The modularity of duocarmycin bioactivity should encourage researchers to design in structural features à la carte. A structure-based overview to guide the choice and understanding of these features, with easy direction to the corresponding references, may be very helpful for gaining a coup d’oeil when entering new scientific territory: particularly where the frontiers of research are increasingly interdisciplinary.

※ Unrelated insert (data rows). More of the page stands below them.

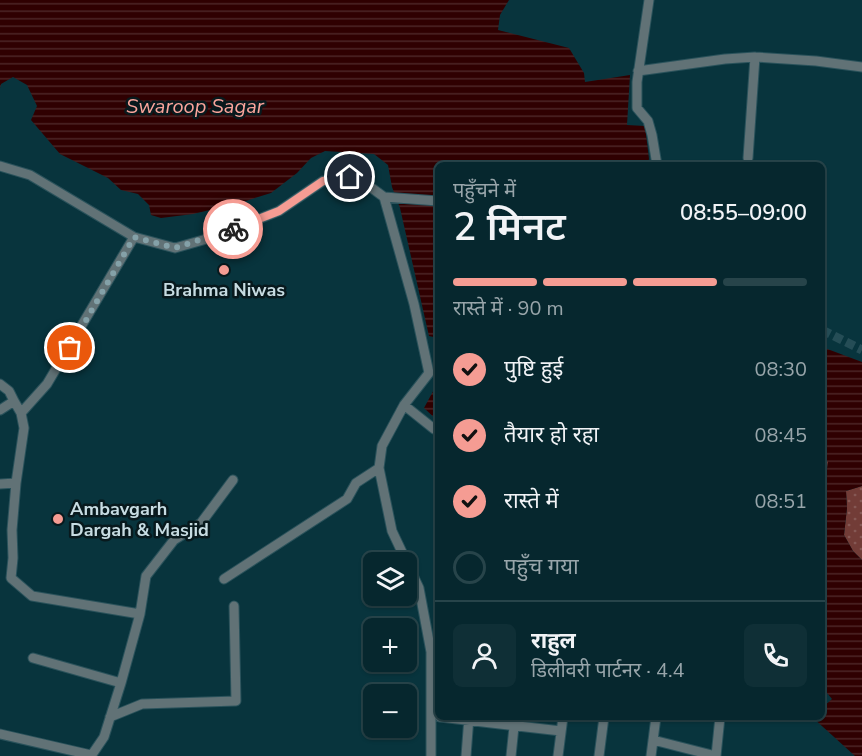 <!DOCTYPE html>
<html lang="hi">
<meta charset="utf-8">
<style>
body{margin:0;font-family:"Nunito Sans","Noto Sans Devanagari",sans-serif;background:#0f2f36;color:#f1f3f6;height:100vh;display:flex;flex-direction:column;font-size:22px;white-space:nowrap}
*{box-sizing:border-box;margin:0}
p{font-size:20px;color:#98a5aa}
.icon{flex:none;width:33px;height:33px;fill:none;stroke:currentColor;stroke-width:2;stroke-linecap:round;stroke-linejoin:round}
.map{position:relative;flex:1;overflow:hidden}
.drawer{position:absolute;left:435px;top:162px;width:390px;height:558px;display:flex;flex-direction:column;background:#06272e;border-radius:9px;box-shadow:0 2px 4px #0004,0 0 0 2px #27444a}
.drawer>*{flex:none}
.fabs{position:absolute;left:363px;top:552px;display:grid;gap:12px}
.fabs a{display:grid;place-items:center;width:54px;height:54px;border-radius:9px;background:#06272e;box-shadow:0 2px 4px #0004,0 0 0 2px #27444a;font-size:30px}
.pin{position:absolute;display:grid;place-items:center;width:51px;height:51px;color:#fff;margin:-26px;border:3px solid #fff;border-radius:50%;box-shadow:0 2px 6px #0007}
.courier{position:absolute;display:grid;place-items:center;width:60px;height:60px;margin:-30px;border:4px solid #f59c93;border-radius:50%;background:#fff;color:#222;box-shadow:0 2px 8px #0007}
.summary em{font-style:normal;font-weight:600}
.summary div{display:flex;flex-direction:column-reverse}
.summary{display:flex;align-items:center;justify-content:space-between;height:102px;padding:0 18px}
h1{font-size:39px;font-weight:600;line-height:45px}
.bar{display:grid;grid-template-columns:repeat(4,1fr);gap:9px 6px;align-content:center;height:72px;padding:0 18px}
.bar i{height:8px;border-radius:4px;background:#27444a}
.bar .active{background:#f59c93}
.bar p{grid-column:span 4}
.line{display:flex;align-items:center;gap:15px;padding:0 18px;border-top:2px solid #27444a}
.line div{flex:1}
.round{display:grid;place-items:center;flex:none;width:63px;height:63px;border-radius:9px;background:#0f2f36}
ol{padding:0 18px;list-style:none}
li{display:flex;align-items:center;gap:18px;height:66px}
li p{margin-inline-start:auto}
li .icon{padding:6px;border-radius:50%;background:#f59c93;color:#111;stroke-width:4}
li:last-child{color:#98a5aa}
li i{width:33px;height:33px;border:3px solid #27444a;border-radius:50%}
.map>svg:first-child{display:block}
.grass{fill:url(#grass-dots)}
.water{fill:url(#water-rules)}
.lines{fill:none;stroke-linecap:round;stroke-linejoin:round}
.minor-tunnel{stroke:#254d56;stroke-width:9;stroke-dasharray:9 4.5;stroke-linecap:butt}
.minor-casing{stroke:#2a525b;stroke-width:11}
.minor{stroke:#617276;stroke-width:9}
.done{stroke:#84a1a8;stroke-width:6;stroke-dasharray:0 10.8}
.route{stroke:#f59c93;stroke-width:8}
.poi-dot{fill:#f59c93;stroke:#08191d;stroke-width:2}
.labels{text-anchor:middle;stroke-width:5;stroke-linejoin:round;paint-order:stroke}
.poi-label{font-size:18px;font-weight:bold;fill:#c7dce2;stroke:#08191d}
.water-label{font-size:20px;font-style:italic;fill:#faa49b;stroke:#08191d}
</style>
<div class="map">
<svg width="862" height="756" viewBox="0 0 862 756">
<defs>
<pattern id="grass-dots" width="8" height="8" patternUnits="userSpaceOnUse" patternTransform="scale(1.5)"><rect width="8" height="8" fill="#723c37"/><path d="M2 2h.1M6 6h.1" fill="none" stroke="#855854" stroke-width="1.8" stroke-linecap="round"/></pattern>
<pattern id="water-rules" width="6" height="5" patternUnits="userSpaceOnUse" patternTransform="scale(1.5)"><rect width="6" height="5" fill="#2f0001"/><path d="M0 2.5h6" fill="none" stroke="#4c2526"/></pattern>
</defs>
<rect width="100%" height="100%" fill="#08343d"/>
<path class="grass" d="M822,453l6,9 -4,28 -2,1z
M862,486v74l-9,-9 -9,-16 3,-27 -1,-17z"/>
<path class="water" d="M0,0h509l-9,15 -2,15 71,18 15,25 1,9 45,-7 -3,50 18,1 4,33 -2,6h-209v173l-9,-2 -29,-128 -8,-21 -4,-22 -14,-11 -49,-3 -14,7 -14,15 -26,20 -32,10 -46,11 -32,4 -10,-3 -2,-10 -11,-11 -17,-4 -13,-12 -48,-24 -29,-34 6,-14 -10,-21 -14,-8 -12,7 -1,4z
M822,347l40,15v124l-16,5 1,17 -3,27 9,16 9,9v196h-7l-43,-39h10v-9l10,-9 -10,-12v-196l2,-1 4,-28 -6,-9z
M438,364v57l-14,-13 13,-24z"/>
<g class="lines">
<path class="minor-tunnel" d="M822,330l40,20"/>
<defs>
<path id="minor" d="M649,0l-12,82v26l11,13 4,14 5,30
M638,71l87,-12 30,-2 61,4 46,6
M748,158l7,-101
M0,166l30,9 104,62 41,11 35,-10 69,-27 44,-30 27,-4 19,9 15,11 30,107 15,69 -25,32 -22,41 -3,22 13,63 27,57 12,64v104
M384,197l54,4
M0,384l9,7 5,10 -14,9
M14,401l7,12 26,-29 87,-147
M404,405l30,24 4,-1
M21,413l3,15 -8,55 -4,47 1,28 -2,20 21,18 108,18
M0,484l16,-1
M224,579l123,-80 9,-16 23,-15
M33,658l88,25
M110,717l32,-13 94,-3 -2,-95
M440,717l121,14
M0,734l91,21
M653,740l63,16 4,-39
M91,756l13,-19 17,-54 19,-69 6,-38 28,-36 27,-17 32,-43
M466,756l3,-39
M511,756l4,-39
M558,756l5,-39
M599,756l5,-39
M651,756l5,-39"/>
</defs>
<use href="#minor" class="minor-casing"/>
<use href="#minor" class="minor"/>
</g>
<g class="lines">
<path class="done" d="M70,348l64,-111 41,11 58,-19"/>
<path class="route" d="M233,229l46,-18 44,-30 27,-4"/>
</g>
<g class="poi-dot">
<circle cx="224" cy="270" r="6"/>
<circle cx="58" cy="519" r="6"/>
</g>
<g class="labels">
<g class="poi-label">
<text x="224" y="296">Brahma Niwas</text>
<text x="70" y="515" text-anchor="start">Ambavgarh<tspan x="70" dy="21">Dargah &amp; Masjid</tspan></text>
</g>
<g class="water-label">
<text x="195" y="113">Swaroop Sagar</text>
</g>
</g>
</svg>
<div class="fabs">
<a><svg class="icon" aria-label="layers" viewBox="0 0 24 24"><path d="M12 4l9 5-9 5-9-5zM3 14l9 5 9-5"/></svg></a>
<a>+</a>
<a>−</a>
</div>
<div class="pin" style="left:70px;top:348px;background:#ea580c"><svg class="icon" aria-label="bag" viewBox="0 0 24 24"><path d="M5 8h14l-1 12H6zM9 8a3 3 0 0 1 6 0"/></svg></div>
<div class="pin" style="left:350px;top:177px;background:#1f2937"><svg class="icon" aria-label="home" viewBox="0 0 24 24"><path d="M3 11l9-7 9 7M6 9v11h12V9"/></svg></div>
<div class="courier" style="left:233px;top:229px"><svg class="icon" aria-label="bike" viewBox="0 0 24 24"><circle cx="6" cy="16" r="4"/><circle cx="18" cy="16" r="4"/><path d="M6 16l4-8h5l3 8M10 8l3 8H6M13 5h3"/></svg></div>
<section class="drawer">
<div class="summary"><div><h1>2 मिनट</h1><p>पहुँचने में</p></div><em>08:55–09:00</em></div>
<div class="bar"><i class="active"></i><i class="active"></i><i class="active"></i><i></i><p>रास्ते में · 90 m</p></div>
<ol>
<li><svg class="icon" aria-label="check" viewBox="0 0 24 24"><path d="M5 12l5 5 9-10"/></svg>पुष्टि हुई<p>08:30</p></li>
<li><svg class="icon" aria-label="check" viewBox="0 0 24 24"><path d="M5 12l5 5 9-10"/></svg>तैयार हो रहा<p>08:45</p></li>
<li><svg class="icon" aria-label="check" viewBox="0 0 24 24"><path d="M5 12l5 5 9-10"/></svg>रास्ते में<p>08:51</p></li>
<li><i></i>पहुँच गया</li>
</ol>
<div class="line" style="height:108px"><a class="round"><svg class="icon" aria-label="person" viewBox="0 0 24 24"><circle cx="12" cy="8" r="4"/><path d="M4 21q1-7 8-7t8 7"/></svg></a><div><b>राहुल</b><p>डिलीवरी पार्टनर · 4.4</p></div><a class="round"><svg class="icon" aria-label="phone" viewBox="0 0 24 24"><path d="M5 4h4l2 5-3 2q2 4 5 5l2-3 5 2v4C11 20 4 13 5 4z"/></svg></a></div>
</section>
</div>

We can still expect much from the duocarmycins; and we hope this Perspective and its Poster bring a graphic understanding of how to design, incorporate, and exploit this powerful molecular class.
Acknowledgments
We thank Julia Schulz (Institute for Machine Tools and Industrial Management, TU Munich) for conceptual input concerning structured literature review, Dale Boger (Scripps) for references and kind discussion, Marc-André Kasper (Tubulis GmbH, Martinsried) for collegial discussion about the therapeutic impact of antibody-drug-conjugates.
Glossary
Abbreviations
- CBI
cyclopropabenz[e]indole
- CDPI
3-carbamoyl-1,2-dihydro-3H-pyrrolo[3,2-e]indole-7-carboxylate
- CPI
cyclopropa[e]pyrroloindole
- CI
cyclopropaindole
- DEI
N,N-dimethylaminoethoxyindole
- TMI
3,4,5-trimethoxyindole
Supporting Information Available
The Supporting Information is available free of charge at https://pubs.acs.org/doi/10.1021/jacsau.2c00448.
Details of how the SLR has been performed, including grouped lists of the major contributors to SAR/prodrug/ADC research, and containing the hyperlinked full-format bibliography of the 583 references in the SLR, organized by theme (PDF)
Poster S1 (>200 structures with hyperlinked references) (PDF)
ChemDraw file corresponding to the Poster, which contains all the duocarmycin structures without hyperlinks in CDX format for use/reuse of structures by copy-paste, or for mining the structures by SMILES (CDX)
∼600-work literature citation database provided as an RIS that can be imported into any reference manager software with one double-click, to make all the duocarmycin citations available (ZIP)
Author Contributions
CRediT: Jan Gabriel Felber conceptualization, data curation, investigation, methodology, software, validation, visualization, writing-original draft, writing-review & editing; Oliver Thorn-Seshold conceptualization, supervision, visualization, writing-original draft, writing-review & editing.
The authors declare no competing financial interest.